Judge Rules Against Atheist “Prayer” in U.S. House

Commentary by Susan Brinkmann, OCDS

A decision rendered on Good Friday by a D.C. federal appeals court has ruled that Father Patrick Conroy, chaplain at the U.S. House of Representatives, does not have to allow an atheist to deliver their daily prayer.

FoxNews.com is reporting on a decision that sided with Father Conroy who refused to allow Dan Barker, co-president of the Freedom from Religion Foundation, to pray in the House chamber as a guest chaplain.

Barker claimed that Father Conroy rejected him “because he is an atheist,” and although that might be true, the court ruled, the House requirement that prayers be religious holds weight.

“Even though we accept as true Barker’s allegation that Conroy rejected him ‘because he is an atheist,’ the House’s requirement that prayers must be religious nonetheless precludes Barker from doing the very thing he asks us to order Conroy to allow him to do: deliver a secular prayer,” wrote Judge David Tatel on behalf of the three-judge panel.
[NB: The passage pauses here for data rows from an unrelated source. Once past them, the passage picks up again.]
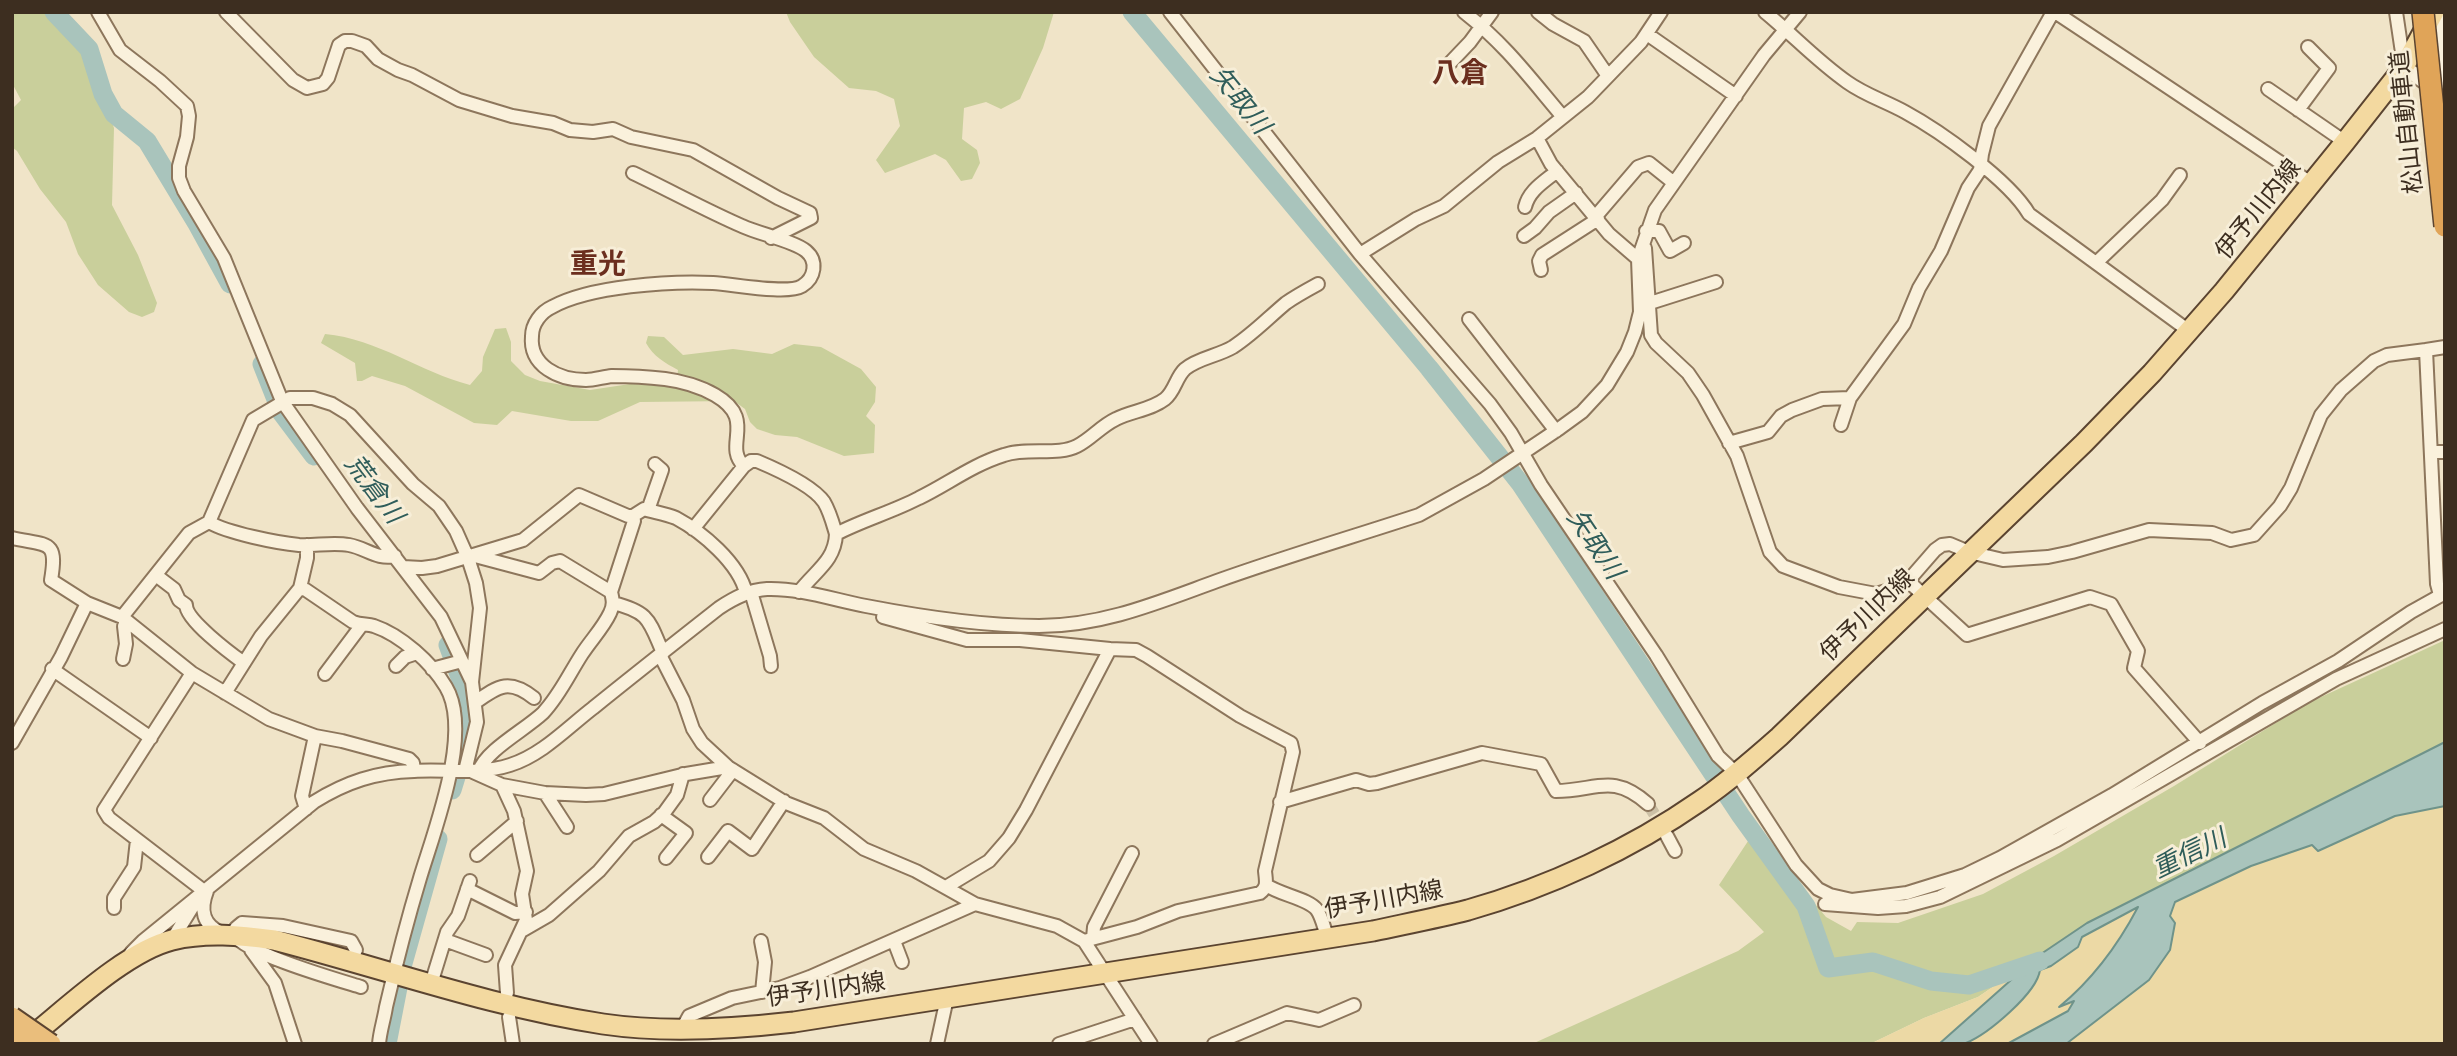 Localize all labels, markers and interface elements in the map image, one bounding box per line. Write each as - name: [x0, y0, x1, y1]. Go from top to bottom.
- street label: 松山自動車道: [2386, 49, 2430, 195]
- district label: 八倉: [1432, 58, 1488, 92]
- water label: 矢取川: [1202, 61, 1276, 141]
- street label: 伊予川内線: [2210, 154, 2308, 266]
- district label: 重光: [570, 249, 626, 283]
- water label: 荒倉川: [337, 449, 409, 531]
- water label: 矢取川: [1559, 504, 1629, 586]
- street label: 伊予川内線: [1815, 564, 1921, 668]
- water label: 重信川: [2148, 824, 2232, 886]
- street label: 伊予川内線: [1322, 876, 1446, 926]
- street label: 伊予川内線: [765, 968, 887, 1014]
Noting Article 1, Section 5 of the Constitution which allows the House to make its own rules, he wrote: “Accordingly, we accept the House’s interpretation of its own rules as requiring a religious prayer.”

Since the election of the first chaplain, Reverend William Linn, in 1789, the House has traditionally appointed Christian chaplains. Of the 61 chaplains who have served since then, only two were Roman Catholic – Father Daniel P. Coughlin who was appointed in 2000 and the current chaplain who replaced him.

While it’s worth celebrating this victory over the forces that are determined to purge the public square of all semblance of God and religion, let us beseech God that those daily prayers will result in lawmakers who respect the laws of God in their work!